A year or so ago, I read an article about being a good PPC advertising client, and I loved it. One of the best part of being a PPC advertising account manager is dealing with my clients, but it also can be one of the worst parts, and it truly depends on the person on the other end of the phone. So here’s my take on ways to be a good PPC client…
1. Communicate, Communicate, Communicate: let your account manager know how things are going, the bad AND the good (I have several wonderful clients who are just as apt to call and say hey, business is great, as they are to say business is down). If phone calls are up or down, let them know. If business has improved or decreased, let them know. It may be because of normal fluctuations in the market or it could be because of something your account manager did. If they get feedback from you, they may be able to capitalize on the success or fix any problems.
2. Have Realistic Expectations: clients should have the expectation that we’ll be successful with their PPC accounts, but there is some realistic expectations necessary. If you’ve never had PPC before, you really have no idea if your website will convert well or what the expectations should be (we’ve had clients who assumed every other visitor to their site would convert into a sale – NOT realistic). And if you currently have PPC, just because we’re now managing your account doesn’t mean that your CTR will skyrocket, your conversion rate will double or that you’ll have to higher five new salespeople to keep up with the leads.
3. Listen: you’re paying us for our experience in managing PPC accounts and part of that is consulting with you on how PPC works, what’s realistic for your campaigns and suggestions for improvement. We’ve viewed a huge number of websites, and have a lot of experience in seeing what works and what doesn’t. If we make a suggestion to improve your website don’t dismiss it out of hand. We’re only trying to improve the results that your PPC accounts can get. I’ve found that those clients who TELL me what to do with their accounts don’t do nearly as well as those who rely on my expertise to do what is best for the account.

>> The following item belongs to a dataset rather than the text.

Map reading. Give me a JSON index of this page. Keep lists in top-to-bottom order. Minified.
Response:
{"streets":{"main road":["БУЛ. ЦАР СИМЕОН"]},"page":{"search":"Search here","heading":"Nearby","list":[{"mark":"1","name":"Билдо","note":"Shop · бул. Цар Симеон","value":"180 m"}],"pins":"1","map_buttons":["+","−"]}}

4. Give Us Enough Time: new campaigns and accounts can take weeks to “settle.” We understand that our clients want PPC to be successful right off the bat, because we want them to as well. But we have to have enough to time and accrue enough data to make educated decisions about what’s working and what’s not. This is especially true when clients have huge campaigns across a lot of different brands or products. This is even more true for clients who have existing campaigns that were already doing okay, but weren’t covering nearly the keywords or products that the new campaign is.
5. Don’t Expect Miracles: this is related to number 2, but it bears repeating. We don’t have a magic wand that we can wave to “make” your PPC campaigns work. We don’t have a special hotline to Google or Yahoo that lets us get things through their editorial that are against policy (like trademarks, advertising they deem inappropriate) or that will allow us to reduce your bids “just because” though we do have a great relationship with Google, Yahoo and MSN where we have dedicated reps that we can contact when there is a problem with our clients accounts.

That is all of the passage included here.